◆ AIM OF THE EXERCISE
Write out exactly the lines of the entries below from the one holding "width:35px; border:2px solid" to the one holding "position:absolute; left:21px; top:21px;", inclusive, and leave out all other lines.

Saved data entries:
----

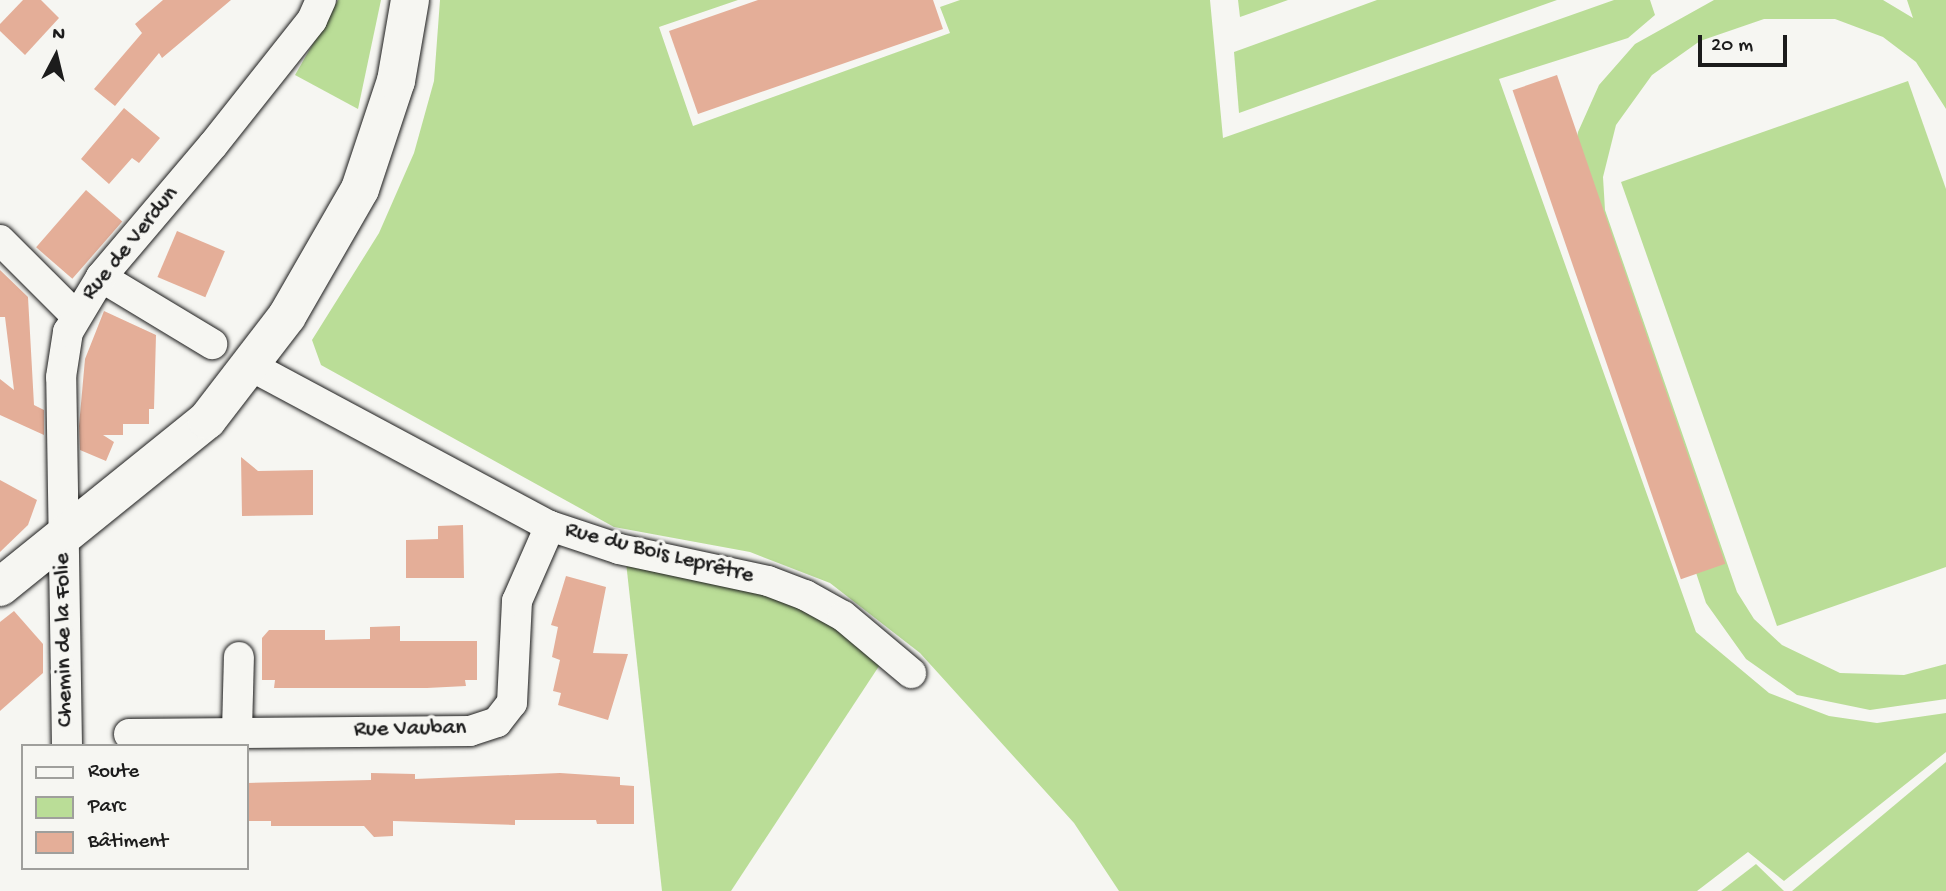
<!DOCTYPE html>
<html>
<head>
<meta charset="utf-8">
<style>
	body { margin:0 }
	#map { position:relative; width:1946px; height:891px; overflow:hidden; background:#f6f6f2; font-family:"Gochi Hand",sans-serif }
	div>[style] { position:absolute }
	.green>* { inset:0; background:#badd97 }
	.building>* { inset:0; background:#e4ae98; transform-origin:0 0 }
	.roads { filter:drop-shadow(0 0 2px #1c1c1c) drop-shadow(0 0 2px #1c1c1c) }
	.minor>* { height:30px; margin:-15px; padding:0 15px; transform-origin:15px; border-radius:15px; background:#f6f6f2 }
	.secondary>* { height:38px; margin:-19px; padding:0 19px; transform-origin:19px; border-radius:19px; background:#f6f6f2 }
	span { translate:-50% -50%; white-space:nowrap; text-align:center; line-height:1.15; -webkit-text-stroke:7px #f6f6f2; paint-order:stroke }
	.street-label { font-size:23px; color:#1c1c1c }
	.legend { position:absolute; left:21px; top:744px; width:228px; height:126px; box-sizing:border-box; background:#f6f6f2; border:2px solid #9f9f9c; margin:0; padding:9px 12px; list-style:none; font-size:21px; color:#1c1c1c }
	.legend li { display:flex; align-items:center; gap:14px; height:35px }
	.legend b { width:35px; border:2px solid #9f9f9c }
	.north { position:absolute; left:21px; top:21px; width:70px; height:70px; -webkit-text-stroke:5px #f6f6f2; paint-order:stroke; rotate:7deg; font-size:19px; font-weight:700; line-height:28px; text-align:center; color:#1c1c1c }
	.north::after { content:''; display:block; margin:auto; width:24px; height:32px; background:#1c1c1c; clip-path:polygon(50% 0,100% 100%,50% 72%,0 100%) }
	.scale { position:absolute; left:1698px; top:35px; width:89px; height:32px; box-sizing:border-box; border:4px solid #1c1c1c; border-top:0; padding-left:9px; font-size:21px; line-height:24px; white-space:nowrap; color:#1c1c1c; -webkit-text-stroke:5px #f6f6f2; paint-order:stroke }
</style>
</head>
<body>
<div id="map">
	<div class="green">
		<div style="clip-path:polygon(338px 0,381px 0,358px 109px,295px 75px)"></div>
		<div style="clip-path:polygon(440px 0,738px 0,659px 27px,693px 126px,950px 33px,940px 7px,960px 0,1210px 0,1223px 138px,1614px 0,1650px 0,1655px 15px,1628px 38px,1499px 79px,1696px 632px,1769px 693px,1829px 716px,1877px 723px,1946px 713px,1946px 752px,1784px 881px,1748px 852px,1697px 891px,1119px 891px,1074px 823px,920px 653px,830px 583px,750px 552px,614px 527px,321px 365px,312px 340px,379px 233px,414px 153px,434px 81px)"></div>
		<div style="clip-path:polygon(1238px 0,1288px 0,1240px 17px)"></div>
		<div style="clip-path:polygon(1377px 0,1557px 0,1239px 113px,1234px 52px)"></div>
		<div style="clip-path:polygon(1714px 0,1883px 0,1913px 18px,1907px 0,1946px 0,1946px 109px,1916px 62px,1883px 37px,1835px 19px,1764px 19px,1700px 41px,1652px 75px,1616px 125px,1603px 177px,1605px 210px,1737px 592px,1754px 619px,1782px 645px,1840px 673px,1904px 675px,1946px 664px,1946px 699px,1870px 710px,1797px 695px,1746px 659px,1706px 603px,1569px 187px,1578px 132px,1599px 85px,1635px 44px)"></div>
		<div style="clip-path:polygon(1908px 81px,1946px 189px,1946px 567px,1777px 626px,1621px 182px)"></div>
		<div style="clip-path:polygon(626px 562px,691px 572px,815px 609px,883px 660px,731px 891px,662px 891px)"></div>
		<div style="clip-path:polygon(1946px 762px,1946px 891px,1792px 891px)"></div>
		<div style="clip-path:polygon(1756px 864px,1784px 891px,1721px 891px)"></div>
	</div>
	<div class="building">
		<div style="clip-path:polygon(23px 0,41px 0,59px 18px,25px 55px,0 31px,0 24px)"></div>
		<div style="clip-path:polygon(163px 0,231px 0,162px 58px,159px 53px,115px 106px,94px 89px,142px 33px,135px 24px)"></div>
		<div style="clip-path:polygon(758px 0,933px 0,943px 29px,698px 114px,669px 31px)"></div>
		<div style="left:1557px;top:75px;width:517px;height:47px;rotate:71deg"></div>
		<div style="clip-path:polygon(124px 108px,160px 138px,139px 163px,132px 158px,109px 184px,81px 159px)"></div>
		<div style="left:86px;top:190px;width:48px;height:76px;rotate:41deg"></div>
		<div style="left:177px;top:231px;width:52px;height:50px;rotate:23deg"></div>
		<div style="clip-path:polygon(0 270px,28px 297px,34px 405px,44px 410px,44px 435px,0 415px,0 379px,14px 390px,5px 317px,0 317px)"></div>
		<div style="clip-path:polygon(104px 311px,156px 335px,154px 409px,149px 409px,149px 424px,123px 424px,123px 435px,103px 435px,114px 442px,106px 461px,80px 450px,79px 426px,85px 359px)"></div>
		<div style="clip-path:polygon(241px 457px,258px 471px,313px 470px,313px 515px,242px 516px)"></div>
		<div style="clip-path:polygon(0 480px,37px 500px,28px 525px,0 552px)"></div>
		<div style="clip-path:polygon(463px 525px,464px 578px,406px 578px,406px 540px,438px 539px,438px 526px)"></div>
		<div style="clip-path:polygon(566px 576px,606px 587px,593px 653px,628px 654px,608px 720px,558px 705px,561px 693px,553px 691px,560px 660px,552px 657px,558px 627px,551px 625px)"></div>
		<div style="clip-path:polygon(14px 611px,43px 644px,43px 673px,0 711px,0 622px)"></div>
		<div style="clip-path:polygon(400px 626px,400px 641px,477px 641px,477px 680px,465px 680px,466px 686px,427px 688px,274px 688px,275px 680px,262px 680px,262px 638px,269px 630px,325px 630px,325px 640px,370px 639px,370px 627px)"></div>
		<div style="clip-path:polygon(371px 773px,415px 774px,415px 779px,560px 773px,620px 777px,620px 785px,634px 786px,634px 824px,597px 824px,596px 820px,515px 820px,515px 825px,393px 821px,393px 836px,374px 837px,364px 826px,271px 826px,271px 821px,247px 821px,247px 783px,371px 780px)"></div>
	</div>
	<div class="roads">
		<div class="minor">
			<div style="left:0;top:240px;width:106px;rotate:45deg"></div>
			<div style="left:101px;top:277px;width:130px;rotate:31.1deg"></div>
			<div style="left:251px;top:366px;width:339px;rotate:28.2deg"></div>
			<div style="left:550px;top:526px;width:73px;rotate:18.4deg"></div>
			<div style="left:619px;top:549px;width:152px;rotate:12.1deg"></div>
			<div style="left:768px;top:581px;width:40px;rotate:21deg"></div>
			<div style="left:805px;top:595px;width:43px;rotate:28.9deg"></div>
			<div style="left:843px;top:616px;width:89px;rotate:40deg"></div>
			<div style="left:237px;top:731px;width:74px;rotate:-88.5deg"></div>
			<div style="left:129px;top:734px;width:341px;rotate:-0.5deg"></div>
			<div style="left:470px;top:731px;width:28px;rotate:-18deg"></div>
			<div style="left:497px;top:722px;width:24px;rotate:-52deg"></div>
			<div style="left:512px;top:703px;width:102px;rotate:-87.2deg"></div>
			<div style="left:517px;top:601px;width:82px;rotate:-66.3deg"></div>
			<div style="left:67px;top:746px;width:369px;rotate:-90.9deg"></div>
			<div style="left:61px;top:377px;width:46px;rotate:-81.2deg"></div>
			<div style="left:68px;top:332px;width:64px;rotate:-59deg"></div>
			<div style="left:101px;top:277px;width:173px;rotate:-49.7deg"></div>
			<div style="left:213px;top:145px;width:159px;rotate:-51.6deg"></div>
			<div style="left:312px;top:20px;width:22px;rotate:-66deg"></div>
		</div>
		<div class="secondary">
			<div style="left:0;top:587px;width:266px;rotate:-38.9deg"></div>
			<div style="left:207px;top:420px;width:131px;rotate:-52.4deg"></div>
			<div style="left:287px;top:316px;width:146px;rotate:-60.1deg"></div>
			<div style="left:360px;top:189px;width:114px;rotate:-71.6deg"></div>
			<div style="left:396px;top:81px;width:82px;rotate:-80.2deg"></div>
		</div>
	</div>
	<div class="street-label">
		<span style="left:131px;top:244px;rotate:-51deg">Rue de Verdun</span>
		<span style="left:659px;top:554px;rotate:14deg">Rue du Bois Leprêtre</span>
		<span style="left:65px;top:640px;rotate:-91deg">Chemin de la Folie</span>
		<span style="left:410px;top:730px;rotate:-1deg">Rue Vauban</span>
	</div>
	<ul class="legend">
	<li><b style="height:9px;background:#f6f6f2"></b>Route</li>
	<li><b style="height:19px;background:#badd97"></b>Parc</li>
	<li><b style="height:19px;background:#e4ae98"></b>Bâtiment</li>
	</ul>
	<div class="north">N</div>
	<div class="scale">20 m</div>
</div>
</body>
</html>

----

◆ ANSWER SECTION
	.legend b { width:35px; border:2px solid #9f9f9c }
	.north { position:absolute; left:21px; top:21px; width:70px; height:70px; -webkit-text-stroke:5px #f6f6f2; paint-order:stroke; rotate:7deg; font-size:19px; font-weight:700; line-height:28px; text-align:center; color:#1c1c1c }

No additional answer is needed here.